More than a year ago, Home&Abroad made rich Internet applications an integral part of its business strategy. The online itinerary-planning company needed a more engaging online customer experience – longer and more in-depth interactions are of greater value to the company and its advertisers and travel agency partners. Home&Abroad makes money via advertising and by selling subscriptions to airlines and travel agencies that like the functionality of the site.
That’s where rich Internet applications (RIAs) come in, letting customers efficiently harness diverse content, including maps, widgets, rules engines, and other services needed to develop itineraries, book reservations, and buy items for their journeys. The customized application captures preferences and calls a rules engine that suggests activities and events at a given destination that meet travelers’ interests. Hotels, restaurants, and points of interest can be overlaid on a Google map, with more information and even inclusion in an itinerary just a click away.
Home&Abroad based its RIA development strategy on a set of Ajax integrated tools and libraries called Prototype. Its success is a mark of how rapidly Web development is advancing, thanks to better usability and integration.
“Ajax environments have really evolved,” says Kris Thompson, Home&Abroad’s CTO. “A year ago, it was challenging to get the application to work in different browsers. Today, that is no longer the case.”
And Thompson prizes the ability to tap a wide variety of add-ons. “What we can’t find directly from the Prototype library to handle technical programming details, we can likely find from the open-source subcommunity that has grown up around Prototype and Ajax,” he says.

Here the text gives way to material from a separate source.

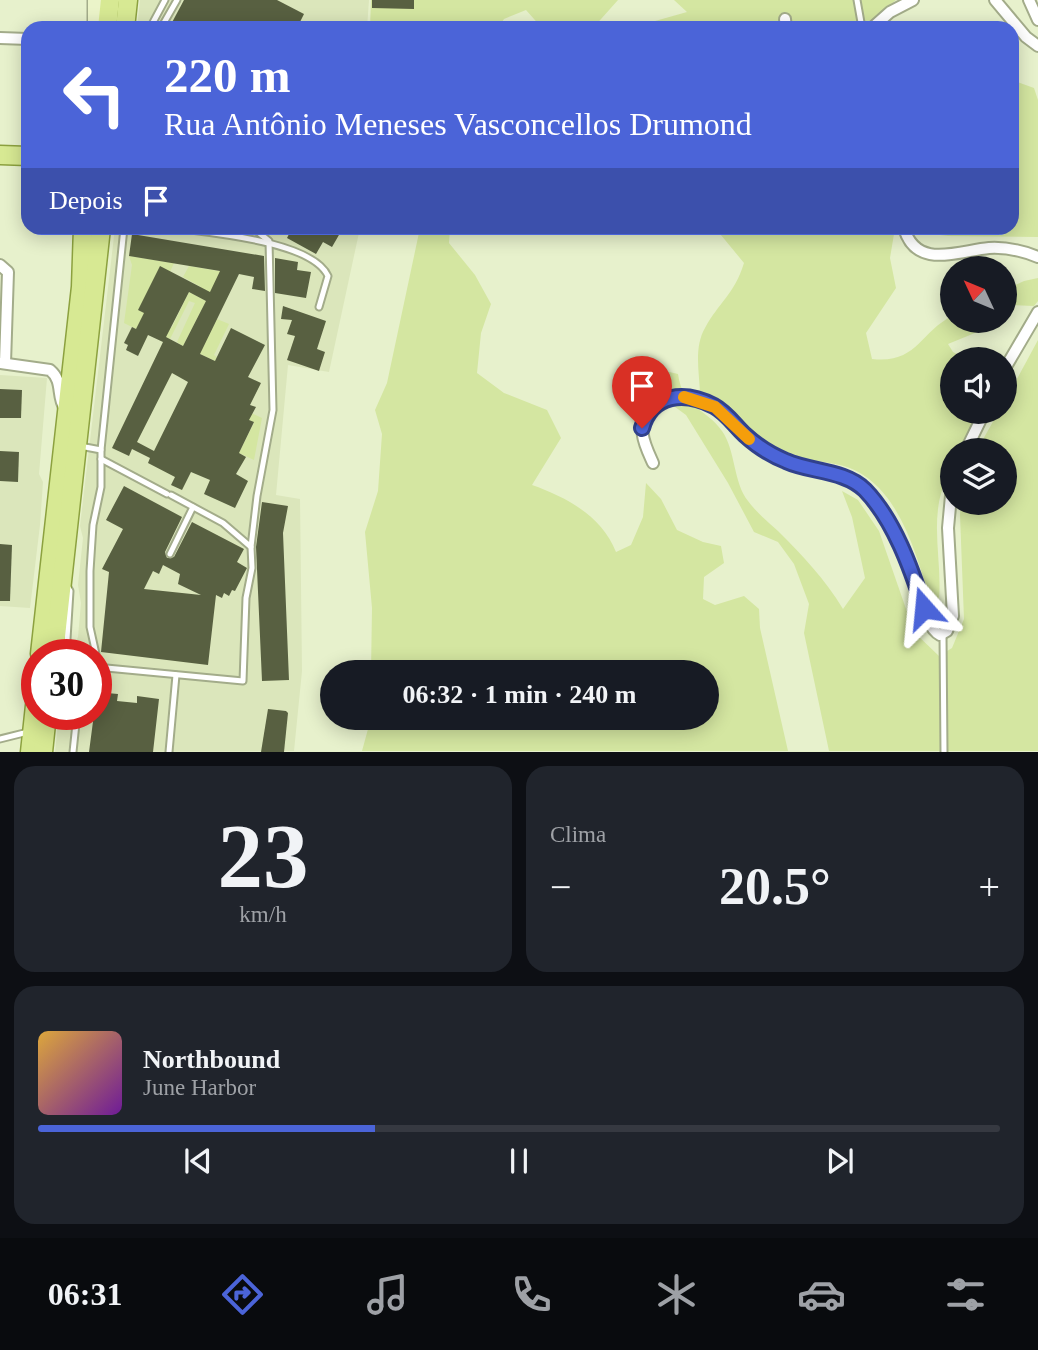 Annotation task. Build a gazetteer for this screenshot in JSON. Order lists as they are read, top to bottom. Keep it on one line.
{"north":"top left","page":{"turn":["220 m","Rua Antônio Meneses Vasconcellos Drumond"],"then":"Depois","limit":"30","trip":"06:32 · 1 min · 240 m","tile":[["23","km/h"],"Clima"],"heat":["−","20.5°","+"],"song":["Northbound","June Harbor"],"tabs":"06:31"}}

The application also interoperates with functions supplied by partners through a growing ecosystem of Web services. For example, vacationers can take advantage of personal shopping widgets in Amazon.com to make purchases related to trips they’re planning.
Thompson warns that RIAs alone won’t make for a profitable online venture – any rich Internet app reaches its full potential only when the improved user experience aligns with the underlying business process, so it delivers a relevant result. Miss this mark and you’ll end up, at best, with expensive eye candy. At worst, the resulting application will inject inefficiencies into the business.
RIA's are certainly excellent for delivering much more responsive and useful Web applications out to customers, remote salespeople, and suppliers.
But, right now most identity and security for RIA's is a case of "Roll Your Own". If an organization wants to control the usage of RIA's so that only known users can use them, or to protect them against content-level attack (of which there are many for Web 2.0), they generally try to figure this out themselves.This is a recipe for disaster.
The key example of this interesting article is Home & Abroad. I played around with the site for a while, and I was't impressed by their Itinerary editing tool. It uses faceted search, but it didn't work very well. Based on industry best practices I distilled the top 10 rules for good faceted search, and wrote about this on the customer engagement weblog. I hope this is a useful addition to this article.
I read the story first here at IE, then saw it on the ('Big Screen') cover of Information Week. I get IW on Tuesday versus Mondays now so..I didn't realize how big of a report the BIG REPORT was.
Is the new on-demand web platform with the desktop-like environment enabling travel companies of all sizes to build company sites and have location-specific content currently available for a demo?